> WHAT YOU WILL DO
All that is needed is the run of lines from the top of the entries to the line with "--surface:#fff; --page:#f2f2f3; --text:#1f2937;", that line included, repeated exactly and free of pictures.

————

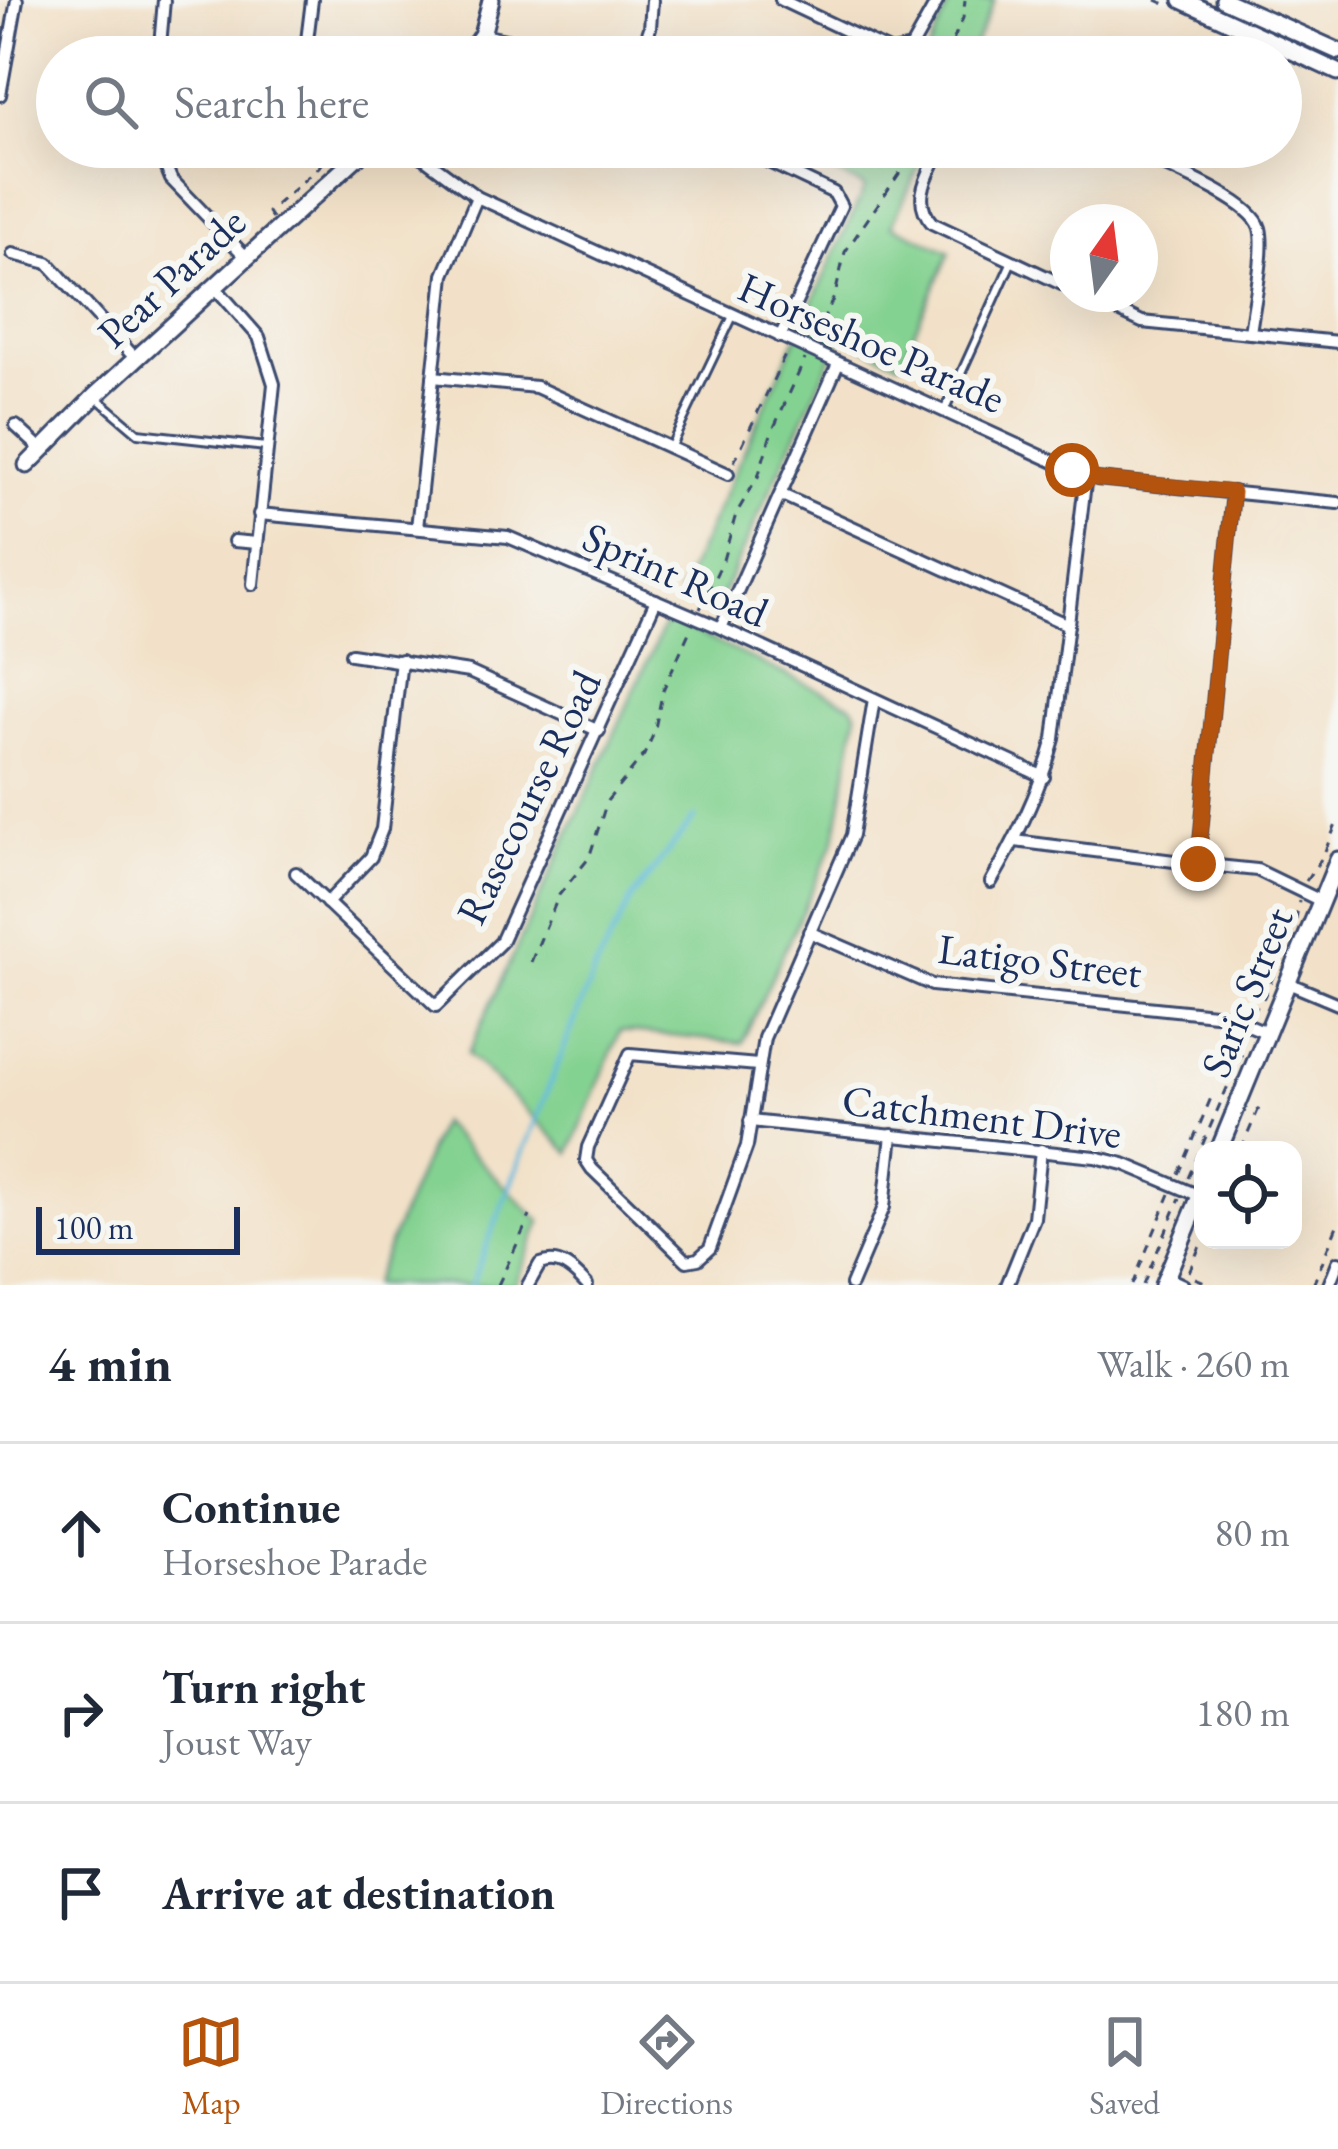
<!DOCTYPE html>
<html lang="en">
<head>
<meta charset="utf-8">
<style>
  :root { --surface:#fff; --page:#f2f2f3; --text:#1f2937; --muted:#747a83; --line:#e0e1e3; --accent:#b45309 }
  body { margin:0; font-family:"EB Garamond",serif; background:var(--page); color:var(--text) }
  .controls { position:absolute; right:36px; bottom:36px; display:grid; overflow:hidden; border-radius:24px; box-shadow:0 12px 48px #0002 }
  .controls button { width:108px; height:108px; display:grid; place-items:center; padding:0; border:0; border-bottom:3px solid var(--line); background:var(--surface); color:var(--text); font:60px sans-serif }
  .compass { position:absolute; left:1050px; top:204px; width:108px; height:108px; border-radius:50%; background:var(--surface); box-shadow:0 12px 48px #0002; rotate:14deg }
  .scale { position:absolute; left:36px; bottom:30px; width:204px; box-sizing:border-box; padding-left:12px; border:6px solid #1b2f5e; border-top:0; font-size:33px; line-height:42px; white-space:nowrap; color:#1b2f5e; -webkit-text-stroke:9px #f6f6f2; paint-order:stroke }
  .stop { position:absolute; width:36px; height:36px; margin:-27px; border:9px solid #b45309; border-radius:50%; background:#fff }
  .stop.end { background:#b45309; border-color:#fff; box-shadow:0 3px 12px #0008 }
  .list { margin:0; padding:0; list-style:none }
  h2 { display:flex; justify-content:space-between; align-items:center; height:156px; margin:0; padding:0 48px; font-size:51px }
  h2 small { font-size:39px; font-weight:400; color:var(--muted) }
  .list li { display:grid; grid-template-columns:78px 1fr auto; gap:36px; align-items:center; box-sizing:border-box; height:180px; padding:0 48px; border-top:3px solid var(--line) }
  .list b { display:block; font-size:45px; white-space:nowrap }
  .list p { margin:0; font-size:39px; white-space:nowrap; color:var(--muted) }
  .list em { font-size:39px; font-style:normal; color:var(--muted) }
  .icon { flex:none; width:66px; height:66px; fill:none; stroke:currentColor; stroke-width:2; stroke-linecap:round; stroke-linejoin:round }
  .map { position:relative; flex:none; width:1338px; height:1285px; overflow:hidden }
  .search { position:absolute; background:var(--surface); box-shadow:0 12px 48px #0002; left:36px; right:36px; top:36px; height:132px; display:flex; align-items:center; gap:30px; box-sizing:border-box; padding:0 42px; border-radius:66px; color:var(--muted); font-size:45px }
  .sheet { height:696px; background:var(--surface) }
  nav { display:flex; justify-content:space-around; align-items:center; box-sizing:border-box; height:168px; border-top:3px solid var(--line); background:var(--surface); font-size:33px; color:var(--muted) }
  nav a { display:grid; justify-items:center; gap:6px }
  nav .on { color:var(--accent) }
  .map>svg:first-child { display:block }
  .green { fill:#84d291; stroke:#508078; stroke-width:3 }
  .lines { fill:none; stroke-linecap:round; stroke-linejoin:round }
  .stream { stroke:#60bade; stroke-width:4.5 }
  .lane-casing { stroke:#3b4a6e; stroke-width:12 }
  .street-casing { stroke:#3b4a6e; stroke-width:16 }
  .secondary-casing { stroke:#3b4a6e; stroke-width:21 }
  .path { stroke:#3b4a6e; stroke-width:3; stroke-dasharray:9 9; stroke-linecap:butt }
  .lane { stroke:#fff; stroke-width:6 }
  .street { stroke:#fff; stroke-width:10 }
  .secondary { stroke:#fff; stroke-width:15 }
  .route { stroke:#b45309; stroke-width:15 }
  .labels { text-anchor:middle; stroke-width:12; stroke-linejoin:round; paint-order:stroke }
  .street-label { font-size:42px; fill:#1b2f5e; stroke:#f6f6f2 }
</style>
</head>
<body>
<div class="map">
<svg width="1338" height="1285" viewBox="0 0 1338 1285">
  <rect width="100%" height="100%" fill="#f6f6f2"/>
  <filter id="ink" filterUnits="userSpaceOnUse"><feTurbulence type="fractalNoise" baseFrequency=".00833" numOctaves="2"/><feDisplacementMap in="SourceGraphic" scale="24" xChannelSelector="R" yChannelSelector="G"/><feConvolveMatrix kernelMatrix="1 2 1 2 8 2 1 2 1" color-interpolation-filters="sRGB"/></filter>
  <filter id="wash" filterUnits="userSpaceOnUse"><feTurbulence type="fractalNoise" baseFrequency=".004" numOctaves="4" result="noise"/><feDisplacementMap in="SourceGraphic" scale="48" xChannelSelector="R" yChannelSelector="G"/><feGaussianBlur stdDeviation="2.7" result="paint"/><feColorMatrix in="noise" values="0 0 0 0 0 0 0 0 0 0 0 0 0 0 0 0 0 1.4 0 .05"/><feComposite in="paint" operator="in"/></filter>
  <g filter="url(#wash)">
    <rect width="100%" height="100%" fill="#f2e1c8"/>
    <g class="green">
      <polygon points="951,0 995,0 969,57 925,57"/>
      <polygon points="812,147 928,147 892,225 950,252 900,363 841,337 718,604 710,607 679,593 865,187 806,159"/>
      <polygon points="672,622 852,705 857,714 835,840 742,1043 620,1031 570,1153 468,1054 664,625"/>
      <polygon points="440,1122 541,1222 515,1285 372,1285"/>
    </g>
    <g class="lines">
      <polyline class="stream" points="471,1285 594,972 632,898 695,817"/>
    </g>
  </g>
  <g filter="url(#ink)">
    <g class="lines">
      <defs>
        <g id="lane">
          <polyline points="98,399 138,433 266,447"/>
          <polyline points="944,411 1012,261"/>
          <polyline points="670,448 733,316"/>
        </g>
        <g id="street">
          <polyline points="781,0 891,52 911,48 938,0"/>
          <polyline points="482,35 511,41 545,57"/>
          <polyline points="159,57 164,0"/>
          <polyline points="305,57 312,0"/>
          <polyline points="640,57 650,28 652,0"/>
          <polyline points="0,95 17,0"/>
          <polyline points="158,147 171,179 246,257"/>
          <polyline points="409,147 477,197 1072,470 1097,479 1338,503"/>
          <polyline points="737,147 834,193 841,206 780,337"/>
          <path d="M941 147C930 173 910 198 932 223L1068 287"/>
          <path d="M1123 147C1153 162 1252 198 1260 228 1266 252 1253 307 1250 333"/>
          <polyline points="13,254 48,263 136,359"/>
          <polyline points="214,286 259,337 274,384 253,584"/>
          <polyline points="1083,294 1142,322 1338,342"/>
          <polyline points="433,377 536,387 728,474"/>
          <polyline points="16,426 42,450"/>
          <polyline points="1233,492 1198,864 1257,870 1321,901"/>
          <polyline points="782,495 1068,625"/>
          <polyline points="259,514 508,537 721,628 1044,777"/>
          <polyline points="417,528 444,275 477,197"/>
          <polyline points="234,541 257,543"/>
          <polyline points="721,628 838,364"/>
          <polyline points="351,654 469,672 599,731"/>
          <polyline points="1015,841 1198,864"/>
          <polyline points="296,873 436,1006 501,942 656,600"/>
          <path d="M991 882C1018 836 1040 790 1054 739L1086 475"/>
          <polyline points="327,903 371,857 382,829 401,660"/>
          <polyline points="809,932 932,985 1224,1015 1268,1033"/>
          <polyline points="1288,983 1338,1004"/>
          <polyline points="758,1065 630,1054 588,1147 586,1160 592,1169 687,1261 698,1259 710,1248 747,1146 764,1038 852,835 874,699"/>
          <polyline points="750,1121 1095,1157 1124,1164 1200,1196"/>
          <polyline points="1166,1277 1183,1285"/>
          <path d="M528 1285 540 1264C560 1256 574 1271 587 1285"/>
          <polyline points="851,1285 884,1207 892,1135"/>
          <polyline points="1007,1285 1034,1218 1041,1150"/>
          <polyline points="1329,1285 1338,1262"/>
        </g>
        <g id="secondary">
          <polyline points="1182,0 1338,72"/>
          <polyline points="1224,0 1338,51"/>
          <polyline points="466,57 482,35 491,0"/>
          <polyline points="27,465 95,396 368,147"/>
          <polyline points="1219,1150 1338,860"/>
          <polyline points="1163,1285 1203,1189"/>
        </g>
      </defs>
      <use href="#lane" class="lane-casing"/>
      <use href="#street" class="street-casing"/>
      <use href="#secondary" class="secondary-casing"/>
      <g class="path">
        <polyline points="1156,0 1167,5"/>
        <polyline points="441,57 460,40"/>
        <polyline points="946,57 963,18 965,0"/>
        <polyline points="272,219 268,212 319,167 332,147"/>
        <polyline points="814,339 835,295 845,252 903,168 906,147"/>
        <polyline points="734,462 787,351"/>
        <polyline points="700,609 723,560 736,514 758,477 771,434 805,359"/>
        <polyline points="1325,851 1338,820"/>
        <polyline points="1306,881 1321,859"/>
        <polyline points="1296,921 1299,901"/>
        <polyline points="531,962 559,895 589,858 607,801 644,755 654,733 663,690 691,628"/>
        <polyline points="1252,1013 1264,997 1281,958"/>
        <polyline points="1241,1150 1262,1101"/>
        <polyline points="1179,1174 1213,1093"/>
        <polyline points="1188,1178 1243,1051 1241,1038"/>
        <polyline points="1189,1272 1203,1239"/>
        <polyline points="1195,1278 1212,1285"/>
        <polyline points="498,1285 530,1216"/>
        <polyline points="1132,1285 1170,1194"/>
        <polyline points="1143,1285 1180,1198"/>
        <polyline points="1313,1285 1338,1223"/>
      </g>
      <use href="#lane" class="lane"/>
      <use href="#street" class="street"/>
      <use href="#secondary" class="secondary"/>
    </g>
  </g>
  <g class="lines" filter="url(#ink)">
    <polyline class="route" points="1072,470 1097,479 1233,492 1198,864"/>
  </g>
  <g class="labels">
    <g class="street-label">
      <text transform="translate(171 277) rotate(-43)" y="15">Pear Parade</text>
      <text transform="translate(872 342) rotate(24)" y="15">Horseshoe Parade</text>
      <text transform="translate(676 574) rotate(24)" y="15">Sprint Road</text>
      <text transform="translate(528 797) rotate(-64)" y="15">Rasecourse Road</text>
      <text transform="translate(1040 960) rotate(7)" y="15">Latigo Street</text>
      <text transform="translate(1246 992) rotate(-68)" y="15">Saric Street</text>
      <text transform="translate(982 1116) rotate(7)" y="15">Catchment Drive</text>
    </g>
  </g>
</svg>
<div class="controls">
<button><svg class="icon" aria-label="locate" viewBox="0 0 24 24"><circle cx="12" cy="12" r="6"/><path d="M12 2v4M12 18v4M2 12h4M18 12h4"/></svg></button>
</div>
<svg class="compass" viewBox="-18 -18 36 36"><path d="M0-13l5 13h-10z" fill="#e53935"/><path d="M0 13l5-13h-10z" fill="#747a83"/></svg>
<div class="scale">100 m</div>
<div class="stop" style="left:1072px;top:470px"></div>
<div class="stop end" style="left:1198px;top:864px"></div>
<div class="search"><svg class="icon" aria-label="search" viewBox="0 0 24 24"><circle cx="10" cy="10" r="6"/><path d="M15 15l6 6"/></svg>Search here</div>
</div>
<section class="sheet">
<h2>4 min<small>Walk · 260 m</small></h2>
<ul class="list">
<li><svg class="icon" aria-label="ahead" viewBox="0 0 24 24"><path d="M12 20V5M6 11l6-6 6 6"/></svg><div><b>Continue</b><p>Horseshoe Parade</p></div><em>80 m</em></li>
<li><svg class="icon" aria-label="right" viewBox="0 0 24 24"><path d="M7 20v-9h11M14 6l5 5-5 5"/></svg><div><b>Turn right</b><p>Joust Way</p></div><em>180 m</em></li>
<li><svg class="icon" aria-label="arrive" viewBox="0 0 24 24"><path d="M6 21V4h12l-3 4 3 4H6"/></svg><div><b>Arrive at destination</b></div></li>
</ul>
</section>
<nav>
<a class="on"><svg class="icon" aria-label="map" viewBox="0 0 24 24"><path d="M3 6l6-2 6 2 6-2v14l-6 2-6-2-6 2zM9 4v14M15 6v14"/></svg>Map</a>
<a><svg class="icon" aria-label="directions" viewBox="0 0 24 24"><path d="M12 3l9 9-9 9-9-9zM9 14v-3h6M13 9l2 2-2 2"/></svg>Directions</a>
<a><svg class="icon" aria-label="saved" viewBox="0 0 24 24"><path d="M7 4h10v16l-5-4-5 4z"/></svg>Saved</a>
</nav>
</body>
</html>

————

> REPLY TO THE EXERCISE
<!DOCTYPE html>
<html lang="en">
<head>
<meta charset="utf-8">
<style>
  :root { --surface:#fff; --page:#f2f2f3; --text:#1f2937; --muted:#747a83; --line:#e0e1e3; --accent:#b45309 }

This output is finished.